Learning from the collective wisdom of crowds enhances the transparency of
scientific findings by incorporating diverse perspectives into the
decision-making process. Synthesizing such collective wisdom is related to the
statistical notion of fusion learning from multiple data sources or studies.
However, fusing inferences from diverse sources is challenging since
cross-source heterogeneity and potential data-sharing complicate statistical
inference. Moreover, studies may rely on disparate designs, employ widely
different modeling techniques for inferences, and prevailing data privacy norms
may forbid sharing even summary statistics across the studies for an overall
analysis.

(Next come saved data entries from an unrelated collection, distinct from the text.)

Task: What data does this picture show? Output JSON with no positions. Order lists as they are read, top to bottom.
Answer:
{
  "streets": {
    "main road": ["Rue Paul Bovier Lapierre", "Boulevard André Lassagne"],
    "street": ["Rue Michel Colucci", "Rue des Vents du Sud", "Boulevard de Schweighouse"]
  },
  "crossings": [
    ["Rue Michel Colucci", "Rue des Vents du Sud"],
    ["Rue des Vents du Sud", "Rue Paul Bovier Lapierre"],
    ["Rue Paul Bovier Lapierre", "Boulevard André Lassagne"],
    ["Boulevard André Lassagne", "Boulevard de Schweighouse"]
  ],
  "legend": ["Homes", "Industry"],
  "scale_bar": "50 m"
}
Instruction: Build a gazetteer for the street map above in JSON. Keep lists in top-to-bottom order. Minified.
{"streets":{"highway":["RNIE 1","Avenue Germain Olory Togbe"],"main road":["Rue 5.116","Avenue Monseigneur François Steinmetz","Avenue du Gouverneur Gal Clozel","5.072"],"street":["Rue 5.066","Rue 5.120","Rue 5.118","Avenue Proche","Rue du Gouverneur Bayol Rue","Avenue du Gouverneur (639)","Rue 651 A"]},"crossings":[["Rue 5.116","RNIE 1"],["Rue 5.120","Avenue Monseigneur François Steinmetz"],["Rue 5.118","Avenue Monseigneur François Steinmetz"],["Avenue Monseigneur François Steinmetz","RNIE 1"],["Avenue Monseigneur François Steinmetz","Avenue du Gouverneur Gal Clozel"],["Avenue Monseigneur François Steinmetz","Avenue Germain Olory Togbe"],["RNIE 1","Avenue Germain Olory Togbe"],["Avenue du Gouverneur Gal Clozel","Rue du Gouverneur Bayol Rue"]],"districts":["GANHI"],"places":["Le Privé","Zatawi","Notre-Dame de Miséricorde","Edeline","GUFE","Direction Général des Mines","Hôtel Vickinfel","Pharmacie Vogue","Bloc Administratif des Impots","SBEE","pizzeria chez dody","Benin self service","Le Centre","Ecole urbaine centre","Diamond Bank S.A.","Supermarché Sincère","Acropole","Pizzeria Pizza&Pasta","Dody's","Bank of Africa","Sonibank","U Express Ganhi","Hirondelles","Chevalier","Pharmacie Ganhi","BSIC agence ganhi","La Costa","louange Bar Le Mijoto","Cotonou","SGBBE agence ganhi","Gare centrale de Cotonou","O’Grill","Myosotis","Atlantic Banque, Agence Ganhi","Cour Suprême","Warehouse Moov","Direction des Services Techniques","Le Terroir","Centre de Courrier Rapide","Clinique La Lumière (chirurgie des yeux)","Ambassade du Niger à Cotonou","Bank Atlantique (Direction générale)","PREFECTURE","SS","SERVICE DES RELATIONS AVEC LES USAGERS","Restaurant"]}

In this paper, we propose an Integrative Ranking and Thresholding
(IRT) framework for fusion learning in multiple testing. IRT operates under the
setting where from each study a triplet is available: the vector of binary
accept-reject decisions on the tested hypotheses, the study-specific False
Discovery Rate (FDR) level and the hypotheses tested by the study. Under this
setting, IRT constructs an aggregated, nonparametric, and discriminatory
measure of evidence against each null hypotheses, which facilitates ranking the
hypotheses in the order of their likelihood of being rejected. We show that IRT
guarantees an overall FDR control under arbitrary dependence between the
evidence measures as long as the studies control their respective FDR at the
desired levels. Furthermore, IRT synthesizes inferences from diverse studies
irrespective of the underlying multiple testing algorithms employed by them.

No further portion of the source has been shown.